The Office for National Statistics said the country’s trade in goods deficit with EU countries widened by 0.2 billion pounds in 2018 to a record 94.9 billion pounds ($122 billion).
That’s a big number that is likely to concentrate minds on all sides of the Brexit discussions as Britain’s March 29 date of departure nears.
The great worry is if Britain crashes out of the bloc without a trade deal that would put serious impediments including tariffs on EU-U.K. trade, which will damage both sides.
Seven of Britain’s top 10 export markets are in the EU, with Germany second behind the United States. And seven of Britain’s top 10 import markets are in the EU, with Germany on top of the pile.
Economists say a no-deal Brexit would affect more than 100,000 jobs in Germany that depend on trade with Britain, with the auto industry hardest hit.
The researchers at the Halle Institute for Economic Research said Monday they modelled what would happen if British imports from the European Union fell 25 percent due to lack of a negotiated trade arrangement.
Among the places with the most jobs at stake would be Wolfsburg in north-central Germany, where Volkswagen is headquartered, and the Dingolfing-Landau region in southern Bavaria, where BMW has manufacturing facilities. If Britain leaves the European Union without a trade deal, that would mean a 10 percent import duty on cars and car parts.
The authors cautioned the figures do not predict that many people would be laid off. German companies could put workers on shorter hours or find markets other than Britain.
Switzerland and Britain have finalized a deal to maintain their trade and economic ties as they are — whether or not Britain reaches a deal with the European Union over its exit from the 28-nation bloc.
The government of Switzerland, which is not an EU member, says the agreement “replicates the vast majority of the trade agreements with the EU that currently govern relations between Switzerland and the United Kingdom.”
British International Trade Secretary Liam Fox and Swiss Federal Councilor Guy Parmelin, who heads the Federal Department of Economic Affairs, finalized the deal between their countries in Bern on Monday.

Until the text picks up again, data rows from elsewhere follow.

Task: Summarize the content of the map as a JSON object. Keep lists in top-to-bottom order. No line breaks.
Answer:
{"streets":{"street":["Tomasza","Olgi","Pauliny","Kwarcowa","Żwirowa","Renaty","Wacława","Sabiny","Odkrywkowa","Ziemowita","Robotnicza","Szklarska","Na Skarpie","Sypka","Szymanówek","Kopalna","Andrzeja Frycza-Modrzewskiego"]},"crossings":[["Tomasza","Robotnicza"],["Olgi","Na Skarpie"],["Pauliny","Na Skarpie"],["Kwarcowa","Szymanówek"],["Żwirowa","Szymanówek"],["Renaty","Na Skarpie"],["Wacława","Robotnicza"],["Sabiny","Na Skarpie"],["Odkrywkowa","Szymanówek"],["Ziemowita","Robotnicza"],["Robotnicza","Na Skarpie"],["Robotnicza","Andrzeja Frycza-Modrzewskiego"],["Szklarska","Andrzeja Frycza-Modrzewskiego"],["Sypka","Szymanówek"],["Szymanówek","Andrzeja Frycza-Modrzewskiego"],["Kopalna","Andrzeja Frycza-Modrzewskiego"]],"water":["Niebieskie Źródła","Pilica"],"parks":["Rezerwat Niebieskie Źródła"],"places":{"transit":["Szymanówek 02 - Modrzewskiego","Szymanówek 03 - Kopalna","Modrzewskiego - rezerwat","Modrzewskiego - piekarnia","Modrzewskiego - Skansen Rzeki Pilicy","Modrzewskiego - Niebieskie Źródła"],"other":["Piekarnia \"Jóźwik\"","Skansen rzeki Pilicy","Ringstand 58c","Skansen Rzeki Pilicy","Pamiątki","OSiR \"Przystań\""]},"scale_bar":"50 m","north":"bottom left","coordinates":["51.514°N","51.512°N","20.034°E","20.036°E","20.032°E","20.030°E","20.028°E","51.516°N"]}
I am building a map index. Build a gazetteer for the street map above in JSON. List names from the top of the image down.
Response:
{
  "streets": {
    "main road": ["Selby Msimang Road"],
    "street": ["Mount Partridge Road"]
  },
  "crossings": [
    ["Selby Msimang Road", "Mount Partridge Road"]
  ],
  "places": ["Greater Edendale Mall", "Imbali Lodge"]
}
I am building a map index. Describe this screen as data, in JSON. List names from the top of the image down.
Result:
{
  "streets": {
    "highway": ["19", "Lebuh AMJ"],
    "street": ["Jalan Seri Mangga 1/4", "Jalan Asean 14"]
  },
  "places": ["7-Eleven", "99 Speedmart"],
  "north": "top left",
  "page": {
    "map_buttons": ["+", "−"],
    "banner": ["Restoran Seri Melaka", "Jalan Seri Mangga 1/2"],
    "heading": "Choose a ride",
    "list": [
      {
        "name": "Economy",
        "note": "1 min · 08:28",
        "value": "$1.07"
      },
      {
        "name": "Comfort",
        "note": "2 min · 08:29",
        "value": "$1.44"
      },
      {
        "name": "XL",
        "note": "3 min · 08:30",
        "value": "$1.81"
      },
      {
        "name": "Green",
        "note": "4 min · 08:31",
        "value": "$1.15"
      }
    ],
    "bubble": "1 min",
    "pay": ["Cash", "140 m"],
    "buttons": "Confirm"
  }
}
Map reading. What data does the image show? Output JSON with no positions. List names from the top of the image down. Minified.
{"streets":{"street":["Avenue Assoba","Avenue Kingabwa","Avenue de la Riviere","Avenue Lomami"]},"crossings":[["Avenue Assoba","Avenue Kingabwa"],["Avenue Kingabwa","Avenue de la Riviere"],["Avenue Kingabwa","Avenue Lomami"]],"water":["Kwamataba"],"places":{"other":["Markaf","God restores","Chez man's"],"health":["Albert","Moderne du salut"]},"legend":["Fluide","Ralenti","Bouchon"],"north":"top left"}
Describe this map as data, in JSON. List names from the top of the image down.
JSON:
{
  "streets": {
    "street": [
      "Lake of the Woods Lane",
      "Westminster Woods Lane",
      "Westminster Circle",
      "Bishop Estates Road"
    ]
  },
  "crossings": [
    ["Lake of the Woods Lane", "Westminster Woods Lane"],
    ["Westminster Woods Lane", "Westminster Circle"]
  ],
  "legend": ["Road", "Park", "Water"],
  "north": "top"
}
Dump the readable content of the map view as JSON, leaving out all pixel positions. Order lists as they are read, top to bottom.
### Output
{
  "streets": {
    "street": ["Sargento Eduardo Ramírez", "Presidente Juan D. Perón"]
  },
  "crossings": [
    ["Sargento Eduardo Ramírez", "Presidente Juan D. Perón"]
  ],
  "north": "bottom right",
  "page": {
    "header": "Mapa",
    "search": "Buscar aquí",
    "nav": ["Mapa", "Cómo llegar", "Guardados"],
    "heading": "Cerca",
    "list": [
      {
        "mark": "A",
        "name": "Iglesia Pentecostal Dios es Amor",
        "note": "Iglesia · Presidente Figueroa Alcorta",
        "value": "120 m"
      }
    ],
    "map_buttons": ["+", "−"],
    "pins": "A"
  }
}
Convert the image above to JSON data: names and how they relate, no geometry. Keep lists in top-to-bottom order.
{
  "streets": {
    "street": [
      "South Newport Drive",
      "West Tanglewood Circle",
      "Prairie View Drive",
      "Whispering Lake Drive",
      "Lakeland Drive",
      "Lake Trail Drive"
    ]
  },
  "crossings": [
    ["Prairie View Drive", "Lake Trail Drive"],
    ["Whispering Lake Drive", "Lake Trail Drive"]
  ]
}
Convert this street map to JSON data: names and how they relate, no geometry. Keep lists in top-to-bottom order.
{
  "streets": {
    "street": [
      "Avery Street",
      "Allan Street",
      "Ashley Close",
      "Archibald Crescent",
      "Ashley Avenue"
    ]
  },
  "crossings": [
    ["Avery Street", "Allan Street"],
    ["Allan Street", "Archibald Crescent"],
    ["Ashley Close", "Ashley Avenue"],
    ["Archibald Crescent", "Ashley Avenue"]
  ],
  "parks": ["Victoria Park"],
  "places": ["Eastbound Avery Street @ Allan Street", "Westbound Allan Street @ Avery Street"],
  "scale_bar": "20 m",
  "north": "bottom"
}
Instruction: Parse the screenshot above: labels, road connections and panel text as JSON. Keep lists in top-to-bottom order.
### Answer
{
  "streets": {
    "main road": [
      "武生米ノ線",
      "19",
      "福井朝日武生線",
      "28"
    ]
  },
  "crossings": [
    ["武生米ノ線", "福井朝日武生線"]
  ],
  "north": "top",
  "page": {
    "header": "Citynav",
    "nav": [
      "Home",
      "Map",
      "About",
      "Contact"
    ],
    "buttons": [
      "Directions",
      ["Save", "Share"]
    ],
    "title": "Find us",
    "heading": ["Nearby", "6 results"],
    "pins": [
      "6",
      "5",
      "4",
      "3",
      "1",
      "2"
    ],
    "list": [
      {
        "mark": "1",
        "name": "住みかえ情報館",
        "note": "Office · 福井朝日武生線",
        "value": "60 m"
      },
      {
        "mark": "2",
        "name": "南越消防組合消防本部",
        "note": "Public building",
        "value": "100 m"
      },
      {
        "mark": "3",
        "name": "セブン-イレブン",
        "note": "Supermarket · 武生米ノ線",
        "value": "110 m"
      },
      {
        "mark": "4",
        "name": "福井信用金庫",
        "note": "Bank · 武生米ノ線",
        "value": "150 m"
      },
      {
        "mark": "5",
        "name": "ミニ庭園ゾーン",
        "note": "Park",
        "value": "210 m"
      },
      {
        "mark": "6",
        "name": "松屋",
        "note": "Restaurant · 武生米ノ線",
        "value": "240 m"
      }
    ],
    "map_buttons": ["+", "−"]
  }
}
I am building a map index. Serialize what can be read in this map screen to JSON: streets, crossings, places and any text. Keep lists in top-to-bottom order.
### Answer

The accord follows a Swiss “Mind the Gap” strategy developed after British voters approved Brexit. It covers issues like free trade, public procurement, agriculture and the fight against fraud.
British Prime Minister Theresa May is seeking a compromise with opposition leader Jeremy Corbyn in hopes of securing a divorce deal with the European Union.
Justice Minister Rory Stewart told the BBC on Monday that differences between the two aren’t as great as some suggest, but the government can’t accept a customs union that would prevent Britain from negotiating trade deals with other countries. He says May’s agreement can achieve “a great deal of what Jeremy Corbyn is interested in without taking away that option of having other trade deals.”
Britain is due to leave the EU on March 29, but Parliament has rejected May’s divorce deal. EU leaders have rejected any changes to the legally binding withdrawal agreement.
The impasse risks a chaotic departure that would hurt the economy.